═════ Listed records ═════

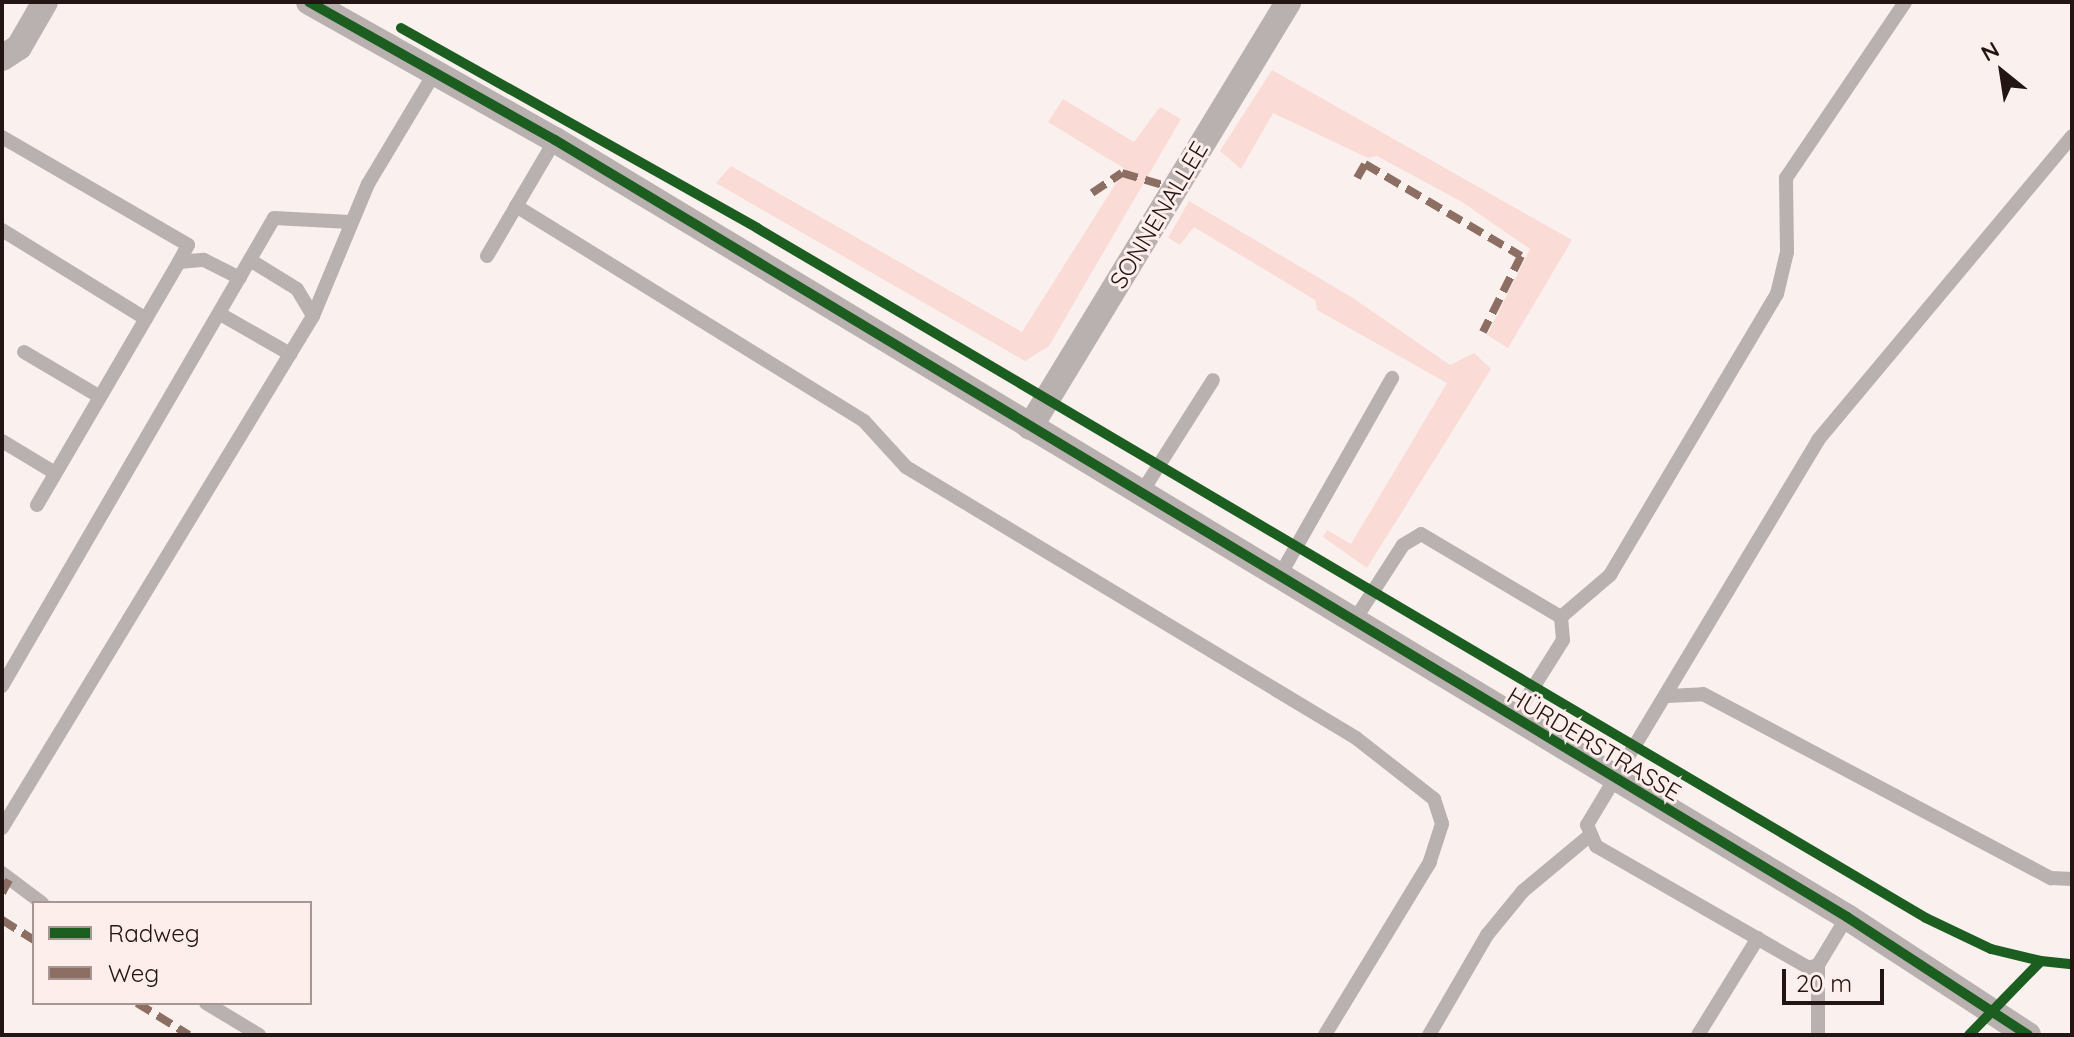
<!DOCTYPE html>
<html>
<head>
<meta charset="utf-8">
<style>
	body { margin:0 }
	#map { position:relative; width:2074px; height:1037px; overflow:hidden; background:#faf1ef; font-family:Quicksand,sans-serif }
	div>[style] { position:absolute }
	.green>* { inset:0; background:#fadbd5 }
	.lane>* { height:14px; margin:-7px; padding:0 7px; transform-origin:7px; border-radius:7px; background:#b9b1b0 }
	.street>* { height:26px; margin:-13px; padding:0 13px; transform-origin:13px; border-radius:13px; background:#b9b1b0 }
	.quiet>* { height:8px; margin-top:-4px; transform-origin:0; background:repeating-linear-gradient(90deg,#8d6e63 0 16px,transparent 0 24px) }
	.cycleway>* { height:10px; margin:-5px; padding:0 5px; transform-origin:5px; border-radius:5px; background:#1b5e20 }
	span { translate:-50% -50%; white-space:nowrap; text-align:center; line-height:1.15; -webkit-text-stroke:6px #feeeeb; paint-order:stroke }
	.street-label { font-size:24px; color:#221513 }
	.frame { position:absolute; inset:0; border:4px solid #221513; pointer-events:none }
	.legend { position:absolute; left:32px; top:901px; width:280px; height:104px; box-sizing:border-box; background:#feeeeb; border:2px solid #a69795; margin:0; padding:10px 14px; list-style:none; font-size:24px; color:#221513 }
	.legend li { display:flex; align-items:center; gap:16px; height:40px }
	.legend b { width:40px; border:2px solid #a69795 }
	.north { position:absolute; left:1962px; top:32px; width:80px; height:80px; -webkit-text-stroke:6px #feeeeb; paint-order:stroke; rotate:330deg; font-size:22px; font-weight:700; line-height:32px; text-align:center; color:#221513 }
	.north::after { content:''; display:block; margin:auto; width:28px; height:36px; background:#221513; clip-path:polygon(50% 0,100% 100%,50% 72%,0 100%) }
	.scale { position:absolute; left:1782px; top:969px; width:102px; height:36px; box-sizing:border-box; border:4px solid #221513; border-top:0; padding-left:10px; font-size:24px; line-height:28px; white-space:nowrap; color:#221513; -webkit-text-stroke:6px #feeeeb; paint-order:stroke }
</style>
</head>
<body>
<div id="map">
	<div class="green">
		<i style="clip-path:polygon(1272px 70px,1572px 240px,1508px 348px,1487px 335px,1530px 249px,1462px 202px,1377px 156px,1368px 158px,1273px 113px,1241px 169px,1220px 151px)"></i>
		<i style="clip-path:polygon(1063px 99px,1134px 142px,1160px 107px,1181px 119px,1049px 346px,1025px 361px,716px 183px,731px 166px,1022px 332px,1125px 169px,1048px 122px)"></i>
		<i style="clip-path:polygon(1189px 201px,1353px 298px,1450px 365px,1474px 353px,1491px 369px,1367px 568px,1323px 537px,1327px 530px,1351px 544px,1447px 383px,1317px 310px,1315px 300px,1194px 227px,1180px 245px,1168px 238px)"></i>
	</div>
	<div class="lane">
		<i style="left:2px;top:137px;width:215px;rotate:30.1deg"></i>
		<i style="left:188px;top:245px;width:19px;rotate:118deg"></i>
		<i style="left:516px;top:206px;width:409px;rotate:31.7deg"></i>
		<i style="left:864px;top:421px;width:62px;rotate:47.6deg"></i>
		<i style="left:906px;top:467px;width:525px;rotate:31.06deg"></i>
		<i style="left:1356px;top:738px;width:99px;rotate:38deg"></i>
		<i style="left:1434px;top:799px;width:26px;rotate:72deg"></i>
		<i style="left:1442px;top:824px;width:40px;rotate:108deg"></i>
		<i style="left:1430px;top:862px;width:202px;rotate:121.3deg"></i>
		<i style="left:2px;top:230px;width:169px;rotate:31.7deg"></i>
		<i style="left:487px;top:256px;width:134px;rotate:-59.6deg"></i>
		<i style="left:250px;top:260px;width:55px;rotate:31.7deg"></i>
		<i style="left:297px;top:289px;width:31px;rotate:59deg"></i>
		<i style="left:220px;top:314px;width:81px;rotate:29.7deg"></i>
		<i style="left:24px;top:352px;width:88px;rotate:30.6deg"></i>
		<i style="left:2px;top:441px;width:62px;rotate:31.1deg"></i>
		<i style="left:1140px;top:495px;width:136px;rotate:-57.6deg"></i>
		<i style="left:37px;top:505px;width:281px;rotate:-59.7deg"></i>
		<i style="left:179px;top:262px;width:25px;rotate:-5deg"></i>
		<i style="left:204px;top:260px;width:40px;rotate:26.6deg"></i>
		<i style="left:1279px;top:577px;width:229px;rotate:-60.4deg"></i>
		<i style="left:1561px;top:617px;width:65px;rotate:-40.6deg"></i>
		<i style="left:1610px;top:575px;width:327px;rotate:-59.3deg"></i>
		<i style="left:1777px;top:294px;width:43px;rotate:-76.6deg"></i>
		<i style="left:1787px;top:252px;width:74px;rotate:-90.8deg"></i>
		<i style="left:1786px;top:178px;width:212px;rotate:-55.9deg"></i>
		<i style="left:1354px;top:621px;width:90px;rotate:-57.2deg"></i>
		<i style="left:1403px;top:545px;width:21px;rotate:-31deg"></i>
		<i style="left:1421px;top:534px;width:163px;rotate:30.7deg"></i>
		<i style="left:1561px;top:617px;width:23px;rotate:85deg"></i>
		<i style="left:1563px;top:640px;width:92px;rotate:122.1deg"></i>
		<i style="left:2px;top:686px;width:541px;rotate:-59.83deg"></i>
		<i style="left:274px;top:218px;width:76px;rotate:3deg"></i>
		<i style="left:1668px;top:696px;width:35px;rotate:-3deg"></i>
		<i style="left:1703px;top:694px;width:394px;rotate:27.9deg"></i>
		<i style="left:2051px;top:878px;width:21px;rotate:3deg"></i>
		<i style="left:2px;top:828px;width:599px;rotate:-58.72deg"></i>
		<i style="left:313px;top:316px;width:143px;rotate:-67.4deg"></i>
		<i style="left:368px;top:184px;width:131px;rotate:-59.1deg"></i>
		<i style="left:2px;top:873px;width:50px;rotate:36.9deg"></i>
		<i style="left:1847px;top:917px;width:56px;rotate:121.1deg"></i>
		<i style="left:1818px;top:965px;width:9px;rotate:162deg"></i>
		<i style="left:1809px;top:968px;width:245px;rotate:-150.2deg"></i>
		<i style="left:1596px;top:846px;width:23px;rotate:-113deg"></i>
		<i style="left:1587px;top:825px;width:449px;rotate:-59deg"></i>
		<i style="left:1818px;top:440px;width:396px;rotate:-50.1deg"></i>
		<i style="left:206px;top:1003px;width:62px;rotate:31.1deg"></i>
		<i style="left:1429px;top:1035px;width:116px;rotate:-59.9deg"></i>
		<i style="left:1487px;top:935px;width:57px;rotate:-50.7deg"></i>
		<i style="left:1523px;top:891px;width:85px;rotate:-39.7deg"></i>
		<i style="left:1698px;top:1035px;width:114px;rotate:-58.3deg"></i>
		<i style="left:1818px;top:1035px;width:70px;rotate:-90deg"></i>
	</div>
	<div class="street">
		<i style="left:309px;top:2px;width:282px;rotate:29.3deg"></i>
		<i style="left:555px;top:140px;width:1508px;rotate:31.02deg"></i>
		<i style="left:1847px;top:917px;width:216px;rotate:33.1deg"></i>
		<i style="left:2px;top:58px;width:20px;rotate:-33deg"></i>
		<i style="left:19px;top:47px;width:52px;rotate:-60deg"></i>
		<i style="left:1030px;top:427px;width:497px;rotate:-58.7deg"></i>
	</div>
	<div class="quiet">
		<i style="left:1357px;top:178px;width:16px;rotate:-60deg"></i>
		<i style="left:1365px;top:164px;width:181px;rotate:30.5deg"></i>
		<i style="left:1521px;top:256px;width:85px;rotate:116.6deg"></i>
		<i style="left:1092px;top:193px;width:36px;rotate:-34deg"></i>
		<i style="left:1122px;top:173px;width:56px;rotate:16.5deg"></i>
		<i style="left:2px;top:893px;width:15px;rotate:-62deg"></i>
		<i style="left:2px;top:920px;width:38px;rotate:32deg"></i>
		<i style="left:137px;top:1003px;width:61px;rotate:31.6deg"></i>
	</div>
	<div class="cycleway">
		<i style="left:309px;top:2px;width:282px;rotate:29.3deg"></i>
		<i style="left:555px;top:140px;width:1508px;rotate:31.02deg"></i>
		<i style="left:1847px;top:917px;width:216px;rotate:33.1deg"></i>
		<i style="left:401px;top:28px;width:408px;rotate:29.3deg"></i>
		<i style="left:757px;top:228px;width:1357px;rotate:30.55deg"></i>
		<i style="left:1926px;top:918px;width:72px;rotate:25.5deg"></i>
		<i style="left:1991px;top:949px;width:51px;rotate:13.5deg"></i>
		<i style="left:1969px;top:1035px;width:103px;rotate:-45.8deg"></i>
		<i style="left:2041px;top:961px;width:31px;rotate:6deg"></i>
	</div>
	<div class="street-label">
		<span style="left:1159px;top:215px;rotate:-59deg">SONNENALLEE</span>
		<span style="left:1594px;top:744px;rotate:31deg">HÜRDERSTRASSE</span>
	</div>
	<div class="frame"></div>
	<ul class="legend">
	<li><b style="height:10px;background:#1b5e20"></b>Radweg</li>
	<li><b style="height:10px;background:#8d6e63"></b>Weg</li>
	</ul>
	<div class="north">N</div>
	<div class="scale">20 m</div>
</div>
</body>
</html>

═════

Nothing but the lines from the first line of the data above through the line holding "height:14px; margin:-7px; padding:0" may appear in the response, copied exactly and without pictures.

- _Response to the exercise_:
<!DOCTYPE html>
<html>
<head>
<meta charset="utf-8">
<style>
	body { margin:0 }
	#map { position:relative; width:2074px; height:1037px; overflow:hidden; background:#faf1ef; font-family:Quicksand,sans-serif }
	div>[style] { position:absolute }
	.green>* { inset:0; background:#fadbd5 }
	.lane>* { height:14px; margin:-7px; padding:0 7px; transform-origin:7px; border-radius:7px; background:#b9b1b0 }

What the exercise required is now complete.